*** RAW DATA ***

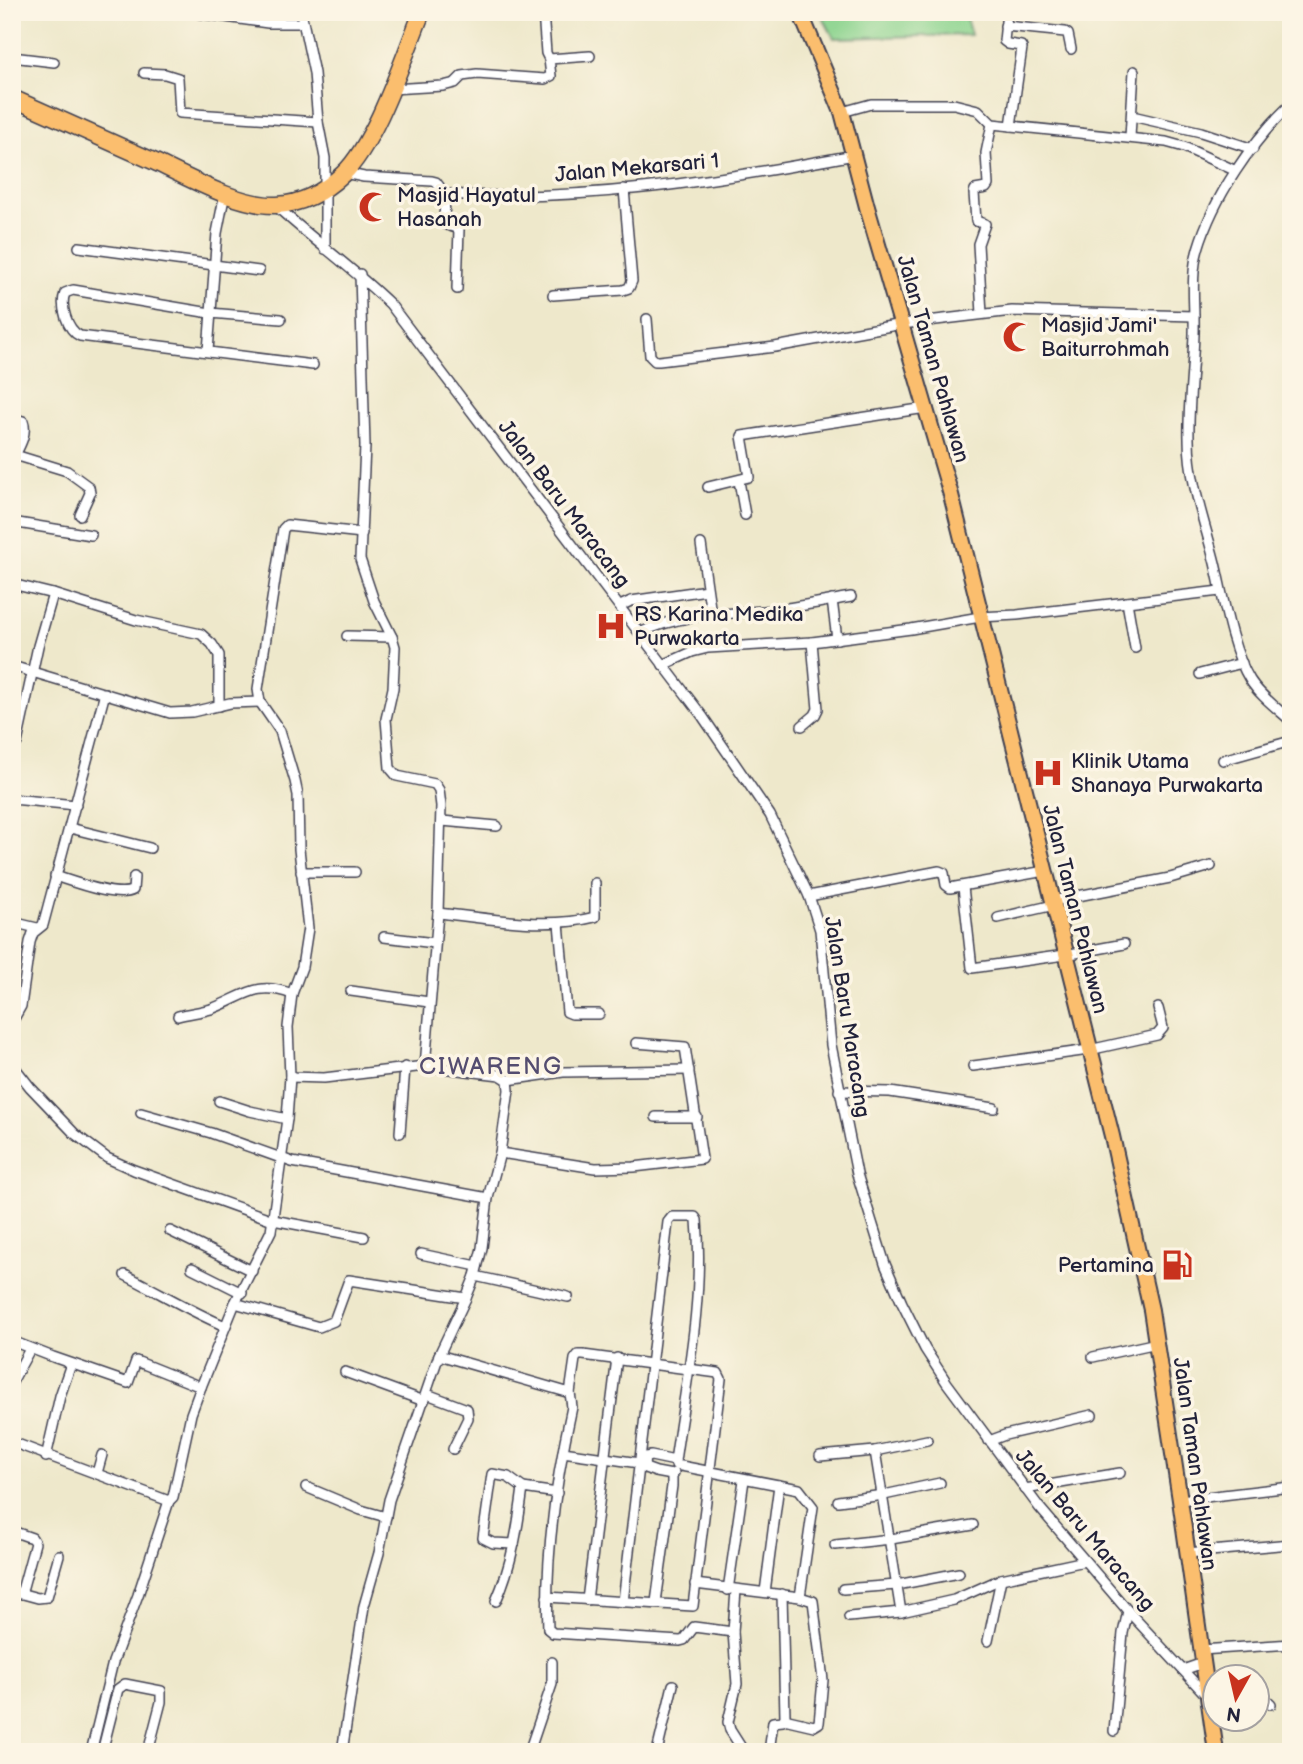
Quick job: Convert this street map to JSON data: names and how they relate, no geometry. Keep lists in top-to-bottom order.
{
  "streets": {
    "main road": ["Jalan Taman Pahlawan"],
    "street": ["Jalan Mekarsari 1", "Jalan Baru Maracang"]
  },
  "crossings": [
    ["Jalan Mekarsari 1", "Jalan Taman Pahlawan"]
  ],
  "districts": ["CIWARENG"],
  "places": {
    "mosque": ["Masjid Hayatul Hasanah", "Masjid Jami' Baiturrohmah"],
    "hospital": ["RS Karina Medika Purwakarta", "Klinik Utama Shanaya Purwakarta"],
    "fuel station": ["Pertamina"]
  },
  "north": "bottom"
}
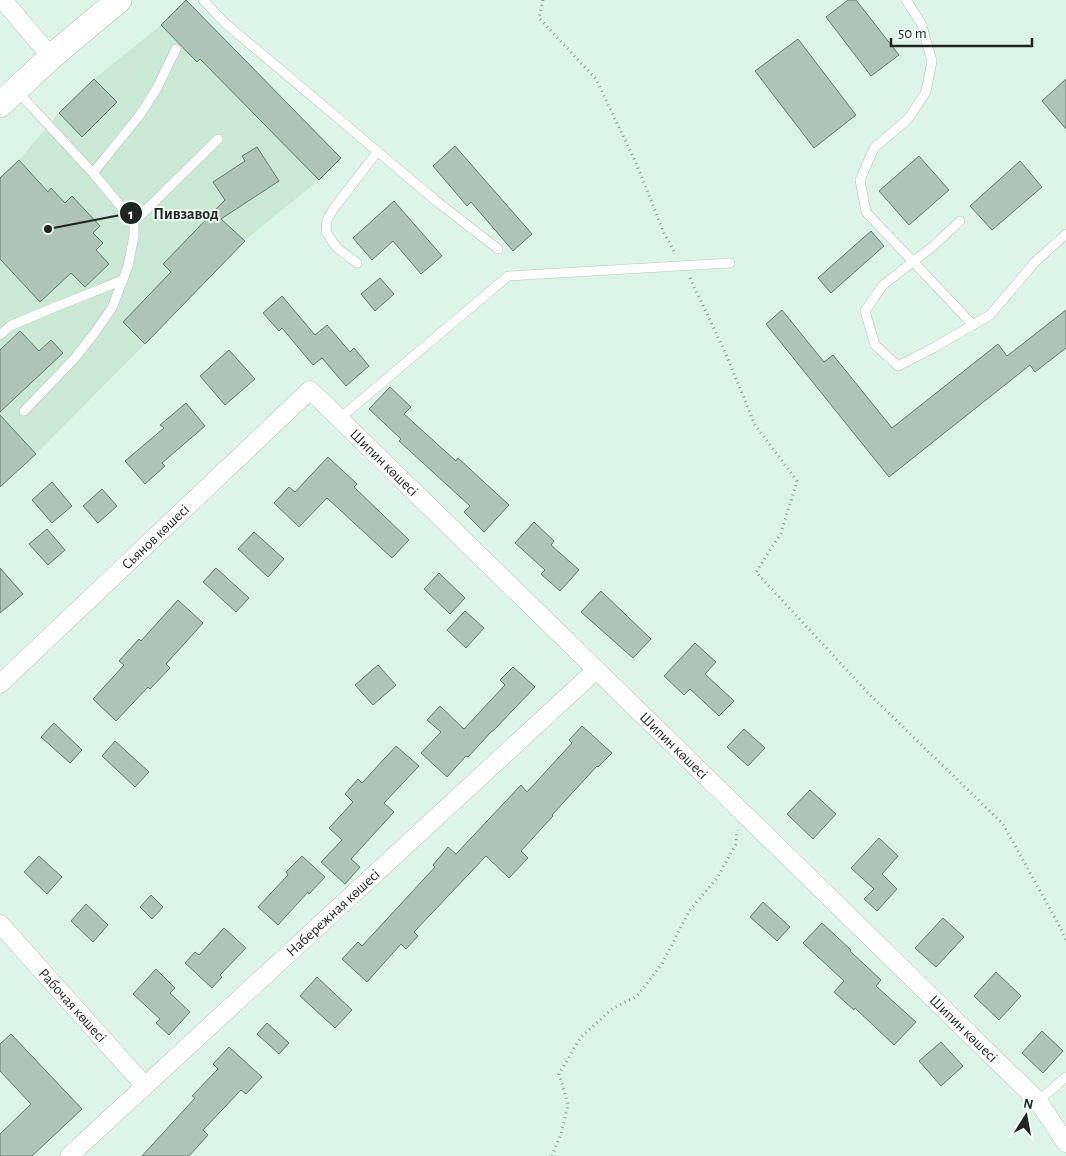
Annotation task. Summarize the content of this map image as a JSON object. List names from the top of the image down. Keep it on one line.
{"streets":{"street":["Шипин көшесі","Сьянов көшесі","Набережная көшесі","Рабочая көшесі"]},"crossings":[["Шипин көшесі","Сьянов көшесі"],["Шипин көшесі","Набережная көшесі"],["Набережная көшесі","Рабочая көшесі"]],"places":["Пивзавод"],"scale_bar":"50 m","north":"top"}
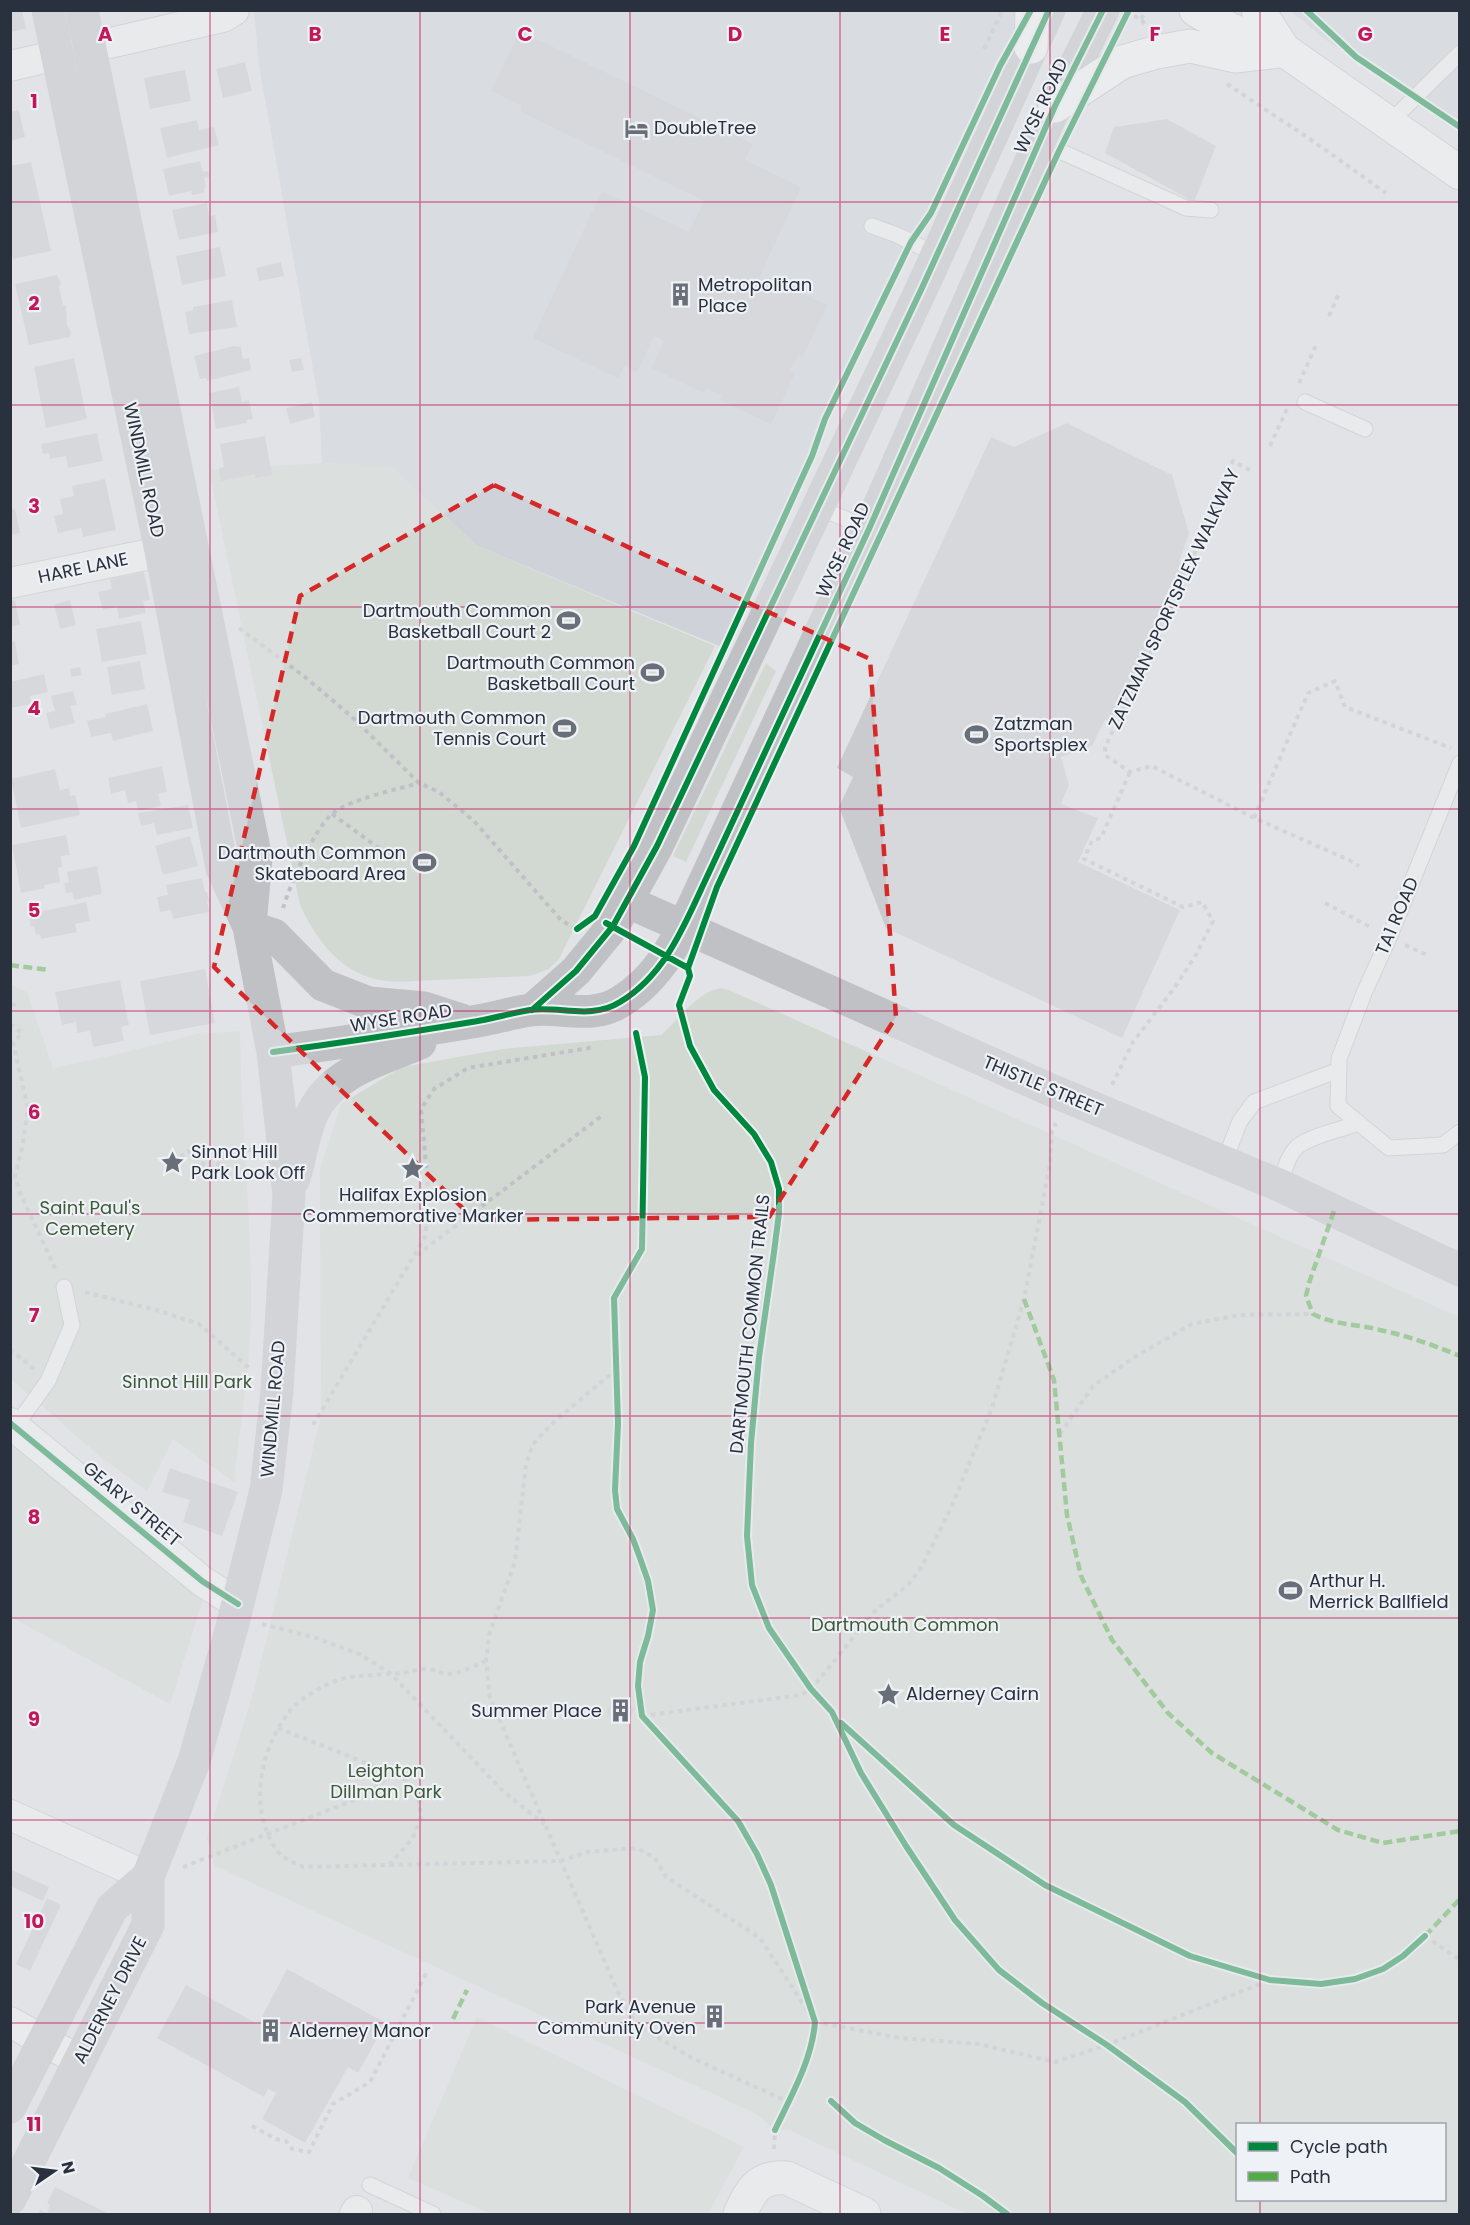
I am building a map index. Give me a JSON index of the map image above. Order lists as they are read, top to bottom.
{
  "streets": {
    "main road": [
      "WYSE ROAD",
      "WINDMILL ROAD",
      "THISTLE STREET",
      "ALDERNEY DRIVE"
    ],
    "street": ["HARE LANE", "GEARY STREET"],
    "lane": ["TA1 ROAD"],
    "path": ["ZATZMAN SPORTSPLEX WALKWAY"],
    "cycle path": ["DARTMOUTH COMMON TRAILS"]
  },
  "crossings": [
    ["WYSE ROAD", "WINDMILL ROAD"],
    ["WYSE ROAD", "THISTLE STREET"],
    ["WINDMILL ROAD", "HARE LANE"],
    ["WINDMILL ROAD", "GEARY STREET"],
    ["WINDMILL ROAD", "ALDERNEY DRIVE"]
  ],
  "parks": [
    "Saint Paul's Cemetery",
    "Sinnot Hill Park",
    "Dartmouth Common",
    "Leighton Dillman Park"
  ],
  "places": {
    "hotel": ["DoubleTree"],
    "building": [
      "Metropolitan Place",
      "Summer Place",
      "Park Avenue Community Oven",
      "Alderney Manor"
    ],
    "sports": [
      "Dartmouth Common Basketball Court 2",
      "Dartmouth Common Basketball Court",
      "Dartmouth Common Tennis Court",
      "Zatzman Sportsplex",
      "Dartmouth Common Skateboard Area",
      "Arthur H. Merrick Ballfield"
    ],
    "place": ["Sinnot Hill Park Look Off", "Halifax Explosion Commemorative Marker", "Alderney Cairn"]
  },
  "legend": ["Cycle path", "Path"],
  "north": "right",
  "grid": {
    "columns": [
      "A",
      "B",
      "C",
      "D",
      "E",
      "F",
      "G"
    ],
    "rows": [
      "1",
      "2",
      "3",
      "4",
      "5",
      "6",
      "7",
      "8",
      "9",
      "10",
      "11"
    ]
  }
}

***

TASK REQUIREMENTS => Please print the entries shown above again, exactly, and skip the pictures.

COMPLETED TASK =>
Quick job: Convert this street map to JSON data: names and how they relate, no geometry. Keep lists in top-to-bottom order.
{
  "streets": {
    "main road": ["Jalan Taman Pahlawan"],
    "street": ["Jalan Mekarsari 1", "Jalan Baru Maracang"]
  },
  "crossings": [
    ["Jalan Mekarsari 1", "Jalan Taman Pahlawan"]
  ],
  "districts": ["CIWARENG"],
  "places": {
    "mosque": ["Masjid Hayatul Hasanah", "Masjid Jami' Baiturrohmah"],
    "hospital": ["RS Karina Medika Purwakarta", "Klinik Utama Shanaya Purwakarta"],
    "fuel station": ["Pertamina"]
  },
  "north": "bottom"
}
Annotation task. Summarize the content of this map image as a JSON object. List names from the top of the image down. Keep it on one line.
{"streets":{"street":["Шипин көшесі","Сьянов көшесі","Набережная көшесі","Рабочая көшесі"]},"crossings":[["Шипин көшесі","Сьянов көшесі"],["Шипин көшесі","Набережная көшесі"],["Набережная көшесі","Рабочая көшесі"]],"places":["Пивзавод"],"scale_bar":"50 m","north":"top"}
I am building a map index. Give me a JSON index of the map image above. Order lists as they are read, top to bottom.
{
  "streets": {
    "main road": [
      "WYSE ROAD",
      "WINDMILL ROAD",
      "THISTLE STREET",
      "ALDERNEY DRIVE"
    ],
    "street": ["HARE LANE", "GEARY STREET"],
    "lane": ["TA1 ROAD"],
    "path": ["ZATZMAN SPORTSPLEX WALKWAY"],
    "cycle path": ["DARTMOUTH COMMON TRAILS"]
  },
  "crossings": [
    ["WYSE ROAD", "WINDMILL ROAD"],
    ["WYSE ROAD", "THISTLE STREET"],
    ["WINDMILL ROAD", "HARE LANE"],
    ["WINDMILL ROAD", "GEARY STREET"],
    ["WINDMILL ROAD", "ALDERNEY DRIVE"]
  ],
  "parks": [
    "Saint Paul's Cemetery",
    "Sinnot Hill Park",
    "Dartmouth Common",
    "Leighton Dillman Park"
  ],
  "places": {
    "hotel": ["DoubleTree"],
    "building": [
      "Metropolitan Place",
      "Summer Place",
      "Park Avenue Community Oven",
      "Alderney Manor"
    ],
    "sports": [
      "Dartmouth Common Basketball Court 2",
      "Dartmouth Common Basketball Court",
      "Dartmouth Common Tennis Court",
      "Zatzman Sportsplex",
      "Dartmouth Common Skateboard Area",
      "Arthur H. Merrick Ballfield"
    ],
    "place": ["Sinnot Hill Park Look Off", "Halifax Explosion Commemorative Marker", "Alderney Cairn"]
  },
  "legend": ["Cycle path", "Path"],
  "north": "right",
  "grid": {
    "columns": [
      "A",
      "B",
      "C",
      "D",
      "E",
      "F",
      "G"
    ],
    "rows": [
      "1",
      "2",
      "3",
      "4",
      "5",
      "6",
      "7",
      "8",
      "9",
      "10",
      "11"
    ]
  }
}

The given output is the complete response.